%%

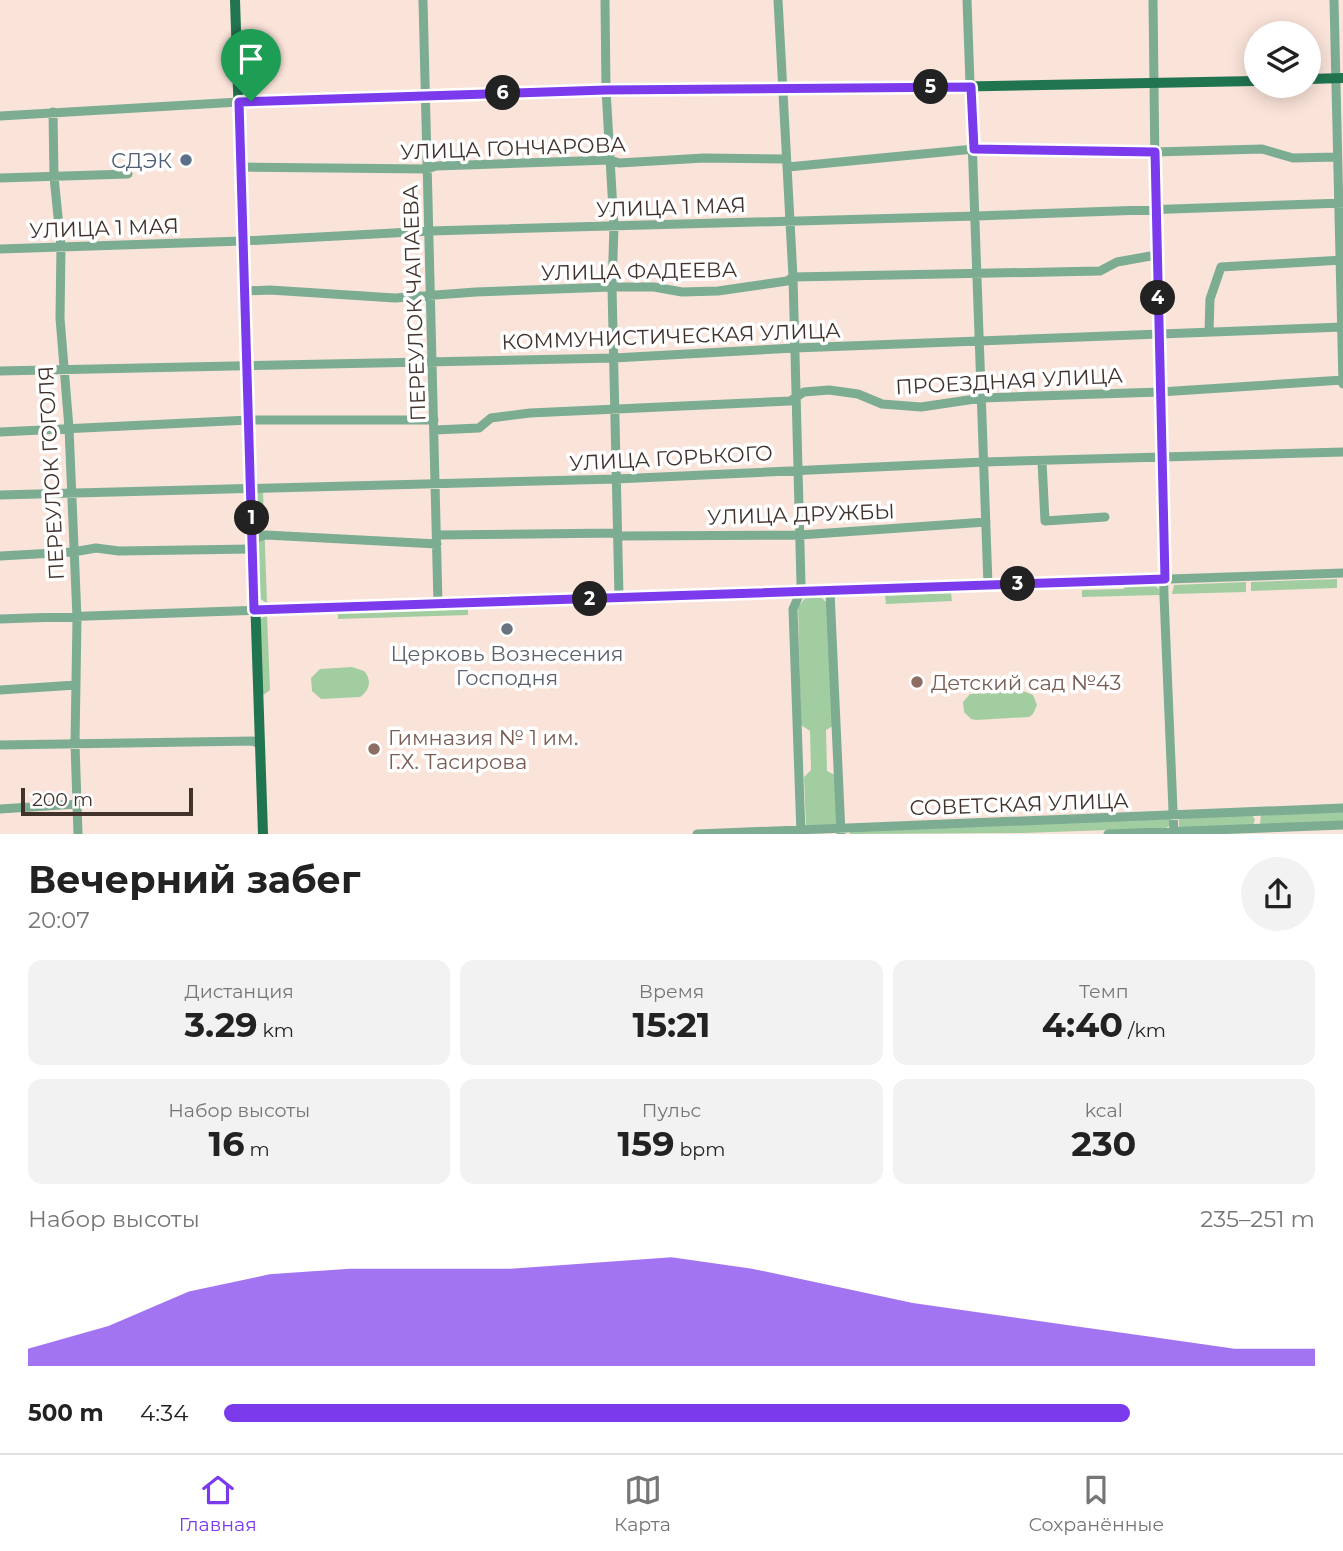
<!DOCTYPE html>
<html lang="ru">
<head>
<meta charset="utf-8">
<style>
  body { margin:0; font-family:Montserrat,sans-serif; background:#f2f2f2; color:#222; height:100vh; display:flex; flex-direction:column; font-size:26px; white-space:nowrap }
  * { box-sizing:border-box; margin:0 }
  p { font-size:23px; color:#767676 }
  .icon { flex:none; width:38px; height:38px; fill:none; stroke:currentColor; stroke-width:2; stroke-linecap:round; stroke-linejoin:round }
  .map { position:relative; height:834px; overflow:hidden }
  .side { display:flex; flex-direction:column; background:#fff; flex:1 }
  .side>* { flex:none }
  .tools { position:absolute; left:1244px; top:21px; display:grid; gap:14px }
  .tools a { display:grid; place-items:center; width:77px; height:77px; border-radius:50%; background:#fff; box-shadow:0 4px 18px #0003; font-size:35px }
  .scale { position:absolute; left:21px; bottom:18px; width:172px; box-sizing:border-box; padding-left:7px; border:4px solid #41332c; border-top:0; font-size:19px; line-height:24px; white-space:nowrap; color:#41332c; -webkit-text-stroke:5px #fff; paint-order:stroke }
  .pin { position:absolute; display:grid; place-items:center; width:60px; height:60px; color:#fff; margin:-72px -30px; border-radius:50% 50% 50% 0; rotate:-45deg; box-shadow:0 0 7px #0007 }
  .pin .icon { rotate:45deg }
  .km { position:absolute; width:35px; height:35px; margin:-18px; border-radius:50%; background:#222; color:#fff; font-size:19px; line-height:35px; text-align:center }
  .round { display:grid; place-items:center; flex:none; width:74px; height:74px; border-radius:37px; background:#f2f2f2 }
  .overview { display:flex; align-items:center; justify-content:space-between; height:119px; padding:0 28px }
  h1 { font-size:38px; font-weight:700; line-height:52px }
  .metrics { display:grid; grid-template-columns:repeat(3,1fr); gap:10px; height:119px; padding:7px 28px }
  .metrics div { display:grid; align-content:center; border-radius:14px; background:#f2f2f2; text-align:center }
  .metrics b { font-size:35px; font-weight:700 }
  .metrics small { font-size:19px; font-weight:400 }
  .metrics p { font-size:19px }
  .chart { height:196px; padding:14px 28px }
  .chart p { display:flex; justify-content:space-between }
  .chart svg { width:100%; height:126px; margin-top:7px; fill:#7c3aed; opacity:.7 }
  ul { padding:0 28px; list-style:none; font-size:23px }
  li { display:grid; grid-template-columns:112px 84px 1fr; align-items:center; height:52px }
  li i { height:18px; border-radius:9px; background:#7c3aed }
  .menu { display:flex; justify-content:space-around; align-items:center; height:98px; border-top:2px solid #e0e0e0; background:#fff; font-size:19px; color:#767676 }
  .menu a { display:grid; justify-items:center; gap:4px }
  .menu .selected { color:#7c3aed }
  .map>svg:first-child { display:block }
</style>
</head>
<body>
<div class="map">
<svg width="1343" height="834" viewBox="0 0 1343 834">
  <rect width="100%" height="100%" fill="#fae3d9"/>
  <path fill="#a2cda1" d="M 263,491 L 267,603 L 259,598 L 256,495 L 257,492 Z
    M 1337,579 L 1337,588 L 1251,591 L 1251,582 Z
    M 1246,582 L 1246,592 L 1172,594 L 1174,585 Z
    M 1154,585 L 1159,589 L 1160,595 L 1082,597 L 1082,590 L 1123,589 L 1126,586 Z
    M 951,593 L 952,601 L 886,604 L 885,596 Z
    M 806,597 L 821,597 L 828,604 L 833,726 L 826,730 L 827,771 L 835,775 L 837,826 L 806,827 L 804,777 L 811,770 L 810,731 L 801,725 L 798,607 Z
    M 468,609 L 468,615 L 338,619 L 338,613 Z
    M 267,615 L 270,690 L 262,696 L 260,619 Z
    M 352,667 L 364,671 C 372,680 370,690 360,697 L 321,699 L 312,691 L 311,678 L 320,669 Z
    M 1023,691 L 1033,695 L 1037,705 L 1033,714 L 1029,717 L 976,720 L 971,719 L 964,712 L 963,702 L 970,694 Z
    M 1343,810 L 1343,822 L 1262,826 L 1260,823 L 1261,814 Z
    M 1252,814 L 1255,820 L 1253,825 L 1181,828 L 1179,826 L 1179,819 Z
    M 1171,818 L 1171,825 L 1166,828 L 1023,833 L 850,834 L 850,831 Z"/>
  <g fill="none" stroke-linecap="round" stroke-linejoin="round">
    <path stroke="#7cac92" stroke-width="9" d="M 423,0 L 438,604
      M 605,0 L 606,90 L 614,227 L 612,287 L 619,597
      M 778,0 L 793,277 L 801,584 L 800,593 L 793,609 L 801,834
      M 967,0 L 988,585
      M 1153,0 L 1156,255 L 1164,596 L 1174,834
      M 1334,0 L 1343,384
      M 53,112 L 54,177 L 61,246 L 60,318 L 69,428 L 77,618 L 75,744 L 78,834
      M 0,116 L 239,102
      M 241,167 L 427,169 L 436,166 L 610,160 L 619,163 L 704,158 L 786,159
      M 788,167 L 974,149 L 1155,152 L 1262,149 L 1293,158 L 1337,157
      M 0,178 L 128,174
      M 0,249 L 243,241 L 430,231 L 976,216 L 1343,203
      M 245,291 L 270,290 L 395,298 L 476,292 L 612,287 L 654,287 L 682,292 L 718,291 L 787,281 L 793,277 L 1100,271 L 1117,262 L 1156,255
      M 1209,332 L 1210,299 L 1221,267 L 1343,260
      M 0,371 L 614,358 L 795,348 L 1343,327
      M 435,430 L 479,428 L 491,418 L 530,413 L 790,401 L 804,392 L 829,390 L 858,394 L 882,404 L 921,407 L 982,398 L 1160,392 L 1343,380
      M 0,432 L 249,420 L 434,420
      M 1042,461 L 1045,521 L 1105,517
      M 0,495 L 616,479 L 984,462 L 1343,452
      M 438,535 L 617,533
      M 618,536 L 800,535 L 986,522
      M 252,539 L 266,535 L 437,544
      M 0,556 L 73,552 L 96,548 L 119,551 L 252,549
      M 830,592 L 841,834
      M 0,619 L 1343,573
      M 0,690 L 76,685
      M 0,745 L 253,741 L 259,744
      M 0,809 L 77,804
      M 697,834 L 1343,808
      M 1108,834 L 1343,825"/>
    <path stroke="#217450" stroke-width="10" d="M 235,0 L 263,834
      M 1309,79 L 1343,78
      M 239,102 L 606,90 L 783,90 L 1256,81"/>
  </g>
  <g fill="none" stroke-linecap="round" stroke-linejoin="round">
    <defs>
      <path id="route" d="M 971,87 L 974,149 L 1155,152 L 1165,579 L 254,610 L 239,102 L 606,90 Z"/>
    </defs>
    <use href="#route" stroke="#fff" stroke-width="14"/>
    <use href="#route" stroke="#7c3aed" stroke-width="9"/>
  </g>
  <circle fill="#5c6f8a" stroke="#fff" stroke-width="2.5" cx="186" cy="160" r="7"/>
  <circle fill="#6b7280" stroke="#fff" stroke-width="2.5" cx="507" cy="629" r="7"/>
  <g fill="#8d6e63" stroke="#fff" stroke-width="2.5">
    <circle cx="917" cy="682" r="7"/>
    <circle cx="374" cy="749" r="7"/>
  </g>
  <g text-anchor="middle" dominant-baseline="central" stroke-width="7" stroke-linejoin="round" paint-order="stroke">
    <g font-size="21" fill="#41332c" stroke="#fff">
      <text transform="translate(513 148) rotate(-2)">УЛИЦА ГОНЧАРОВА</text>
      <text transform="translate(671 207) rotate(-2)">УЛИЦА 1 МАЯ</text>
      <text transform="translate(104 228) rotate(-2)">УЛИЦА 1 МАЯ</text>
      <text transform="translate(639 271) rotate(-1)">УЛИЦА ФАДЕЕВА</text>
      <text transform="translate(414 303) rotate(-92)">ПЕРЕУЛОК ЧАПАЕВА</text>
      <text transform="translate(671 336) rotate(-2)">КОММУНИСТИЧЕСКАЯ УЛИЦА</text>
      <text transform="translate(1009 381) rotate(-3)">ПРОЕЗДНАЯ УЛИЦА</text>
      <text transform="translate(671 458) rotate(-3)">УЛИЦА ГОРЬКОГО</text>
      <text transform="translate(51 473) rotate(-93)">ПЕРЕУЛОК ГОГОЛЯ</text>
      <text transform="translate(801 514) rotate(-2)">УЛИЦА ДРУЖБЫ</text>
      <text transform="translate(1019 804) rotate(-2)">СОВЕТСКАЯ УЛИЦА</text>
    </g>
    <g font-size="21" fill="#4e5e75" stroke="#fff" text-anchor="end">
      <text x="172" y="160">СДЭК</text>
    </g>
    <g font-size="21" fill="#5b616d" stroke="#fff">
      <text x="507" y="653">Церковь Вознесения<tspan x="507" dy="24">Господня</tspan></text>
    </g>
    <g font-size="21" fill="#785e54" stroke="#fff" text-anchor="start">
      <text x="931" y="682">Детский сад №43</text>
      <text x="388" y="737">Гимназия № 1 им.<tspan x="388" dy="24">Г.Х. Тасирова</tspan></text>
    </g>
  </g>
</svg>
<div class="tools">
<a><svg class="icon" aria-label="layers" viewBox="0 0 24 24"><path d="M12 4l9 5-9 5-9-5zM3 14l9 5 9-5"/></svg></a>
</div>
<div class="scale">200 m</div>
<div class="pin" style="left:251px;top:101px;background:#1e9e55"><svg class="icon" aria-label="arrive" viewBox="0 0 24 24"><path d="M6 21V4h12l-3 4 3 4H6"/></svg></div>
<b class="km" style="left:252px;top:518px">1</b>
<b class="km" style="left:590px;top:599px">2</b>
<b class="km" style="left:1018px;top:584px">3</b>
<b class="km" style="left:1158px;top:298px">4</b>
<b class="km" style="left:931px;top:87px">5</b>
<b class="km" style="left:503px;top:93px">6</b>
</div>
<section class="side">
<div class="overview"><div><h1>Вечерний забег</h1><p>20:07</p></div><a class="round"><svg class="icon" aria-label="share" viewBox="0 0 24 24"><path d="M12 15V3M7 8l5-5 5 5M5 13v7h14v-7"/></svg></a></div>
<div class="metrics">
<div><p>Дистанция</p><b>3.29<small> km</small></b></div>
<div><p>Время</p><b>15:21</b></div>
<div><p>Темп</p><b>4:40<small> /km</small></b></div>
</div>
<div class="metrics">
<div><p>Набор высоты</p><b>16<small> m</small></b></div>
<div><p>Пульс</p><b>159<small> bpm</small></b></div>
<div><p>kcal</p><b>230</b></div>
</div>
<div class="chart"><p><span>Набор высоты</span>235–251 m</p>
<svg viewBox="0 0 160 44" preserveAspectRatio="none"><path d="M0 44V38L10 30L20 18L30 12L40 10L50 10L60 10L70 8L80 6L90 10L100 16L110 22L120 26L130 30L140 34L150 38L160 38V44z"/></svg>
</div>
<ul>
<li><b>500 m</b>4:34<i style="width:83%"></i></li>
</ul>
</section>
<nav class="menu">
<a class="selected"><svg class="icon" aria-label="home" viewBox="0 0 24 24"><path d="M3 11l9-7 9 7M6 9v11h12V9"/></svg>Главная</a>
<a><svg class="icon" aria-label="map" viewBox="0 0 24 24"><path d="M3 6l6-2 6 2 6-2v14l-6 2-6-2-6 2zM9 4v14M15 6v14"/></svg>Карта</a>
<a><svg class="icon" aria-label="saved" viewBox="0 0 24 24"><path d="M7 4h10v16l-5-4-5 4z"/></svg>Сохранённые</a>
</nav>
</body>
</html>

%%

:: Aim of the task ::
Take every line above carrying "shadow" and return it.

:: Completed exercise ::
  .tools a { display:grid; place-items:center; width:77px; height:77px; border-radius:50%; background:#fff; box-shadow:0 4px 18px #0003; font-size:35px }
  .pin { position:absolute; display:grid; place-items:center; width:60px; height:60px; color:#fff; margin:-72px -30px; border-radius:50% 50% 50% 0; rotate:-45deg; box-shadow:0 0 7px #0007 }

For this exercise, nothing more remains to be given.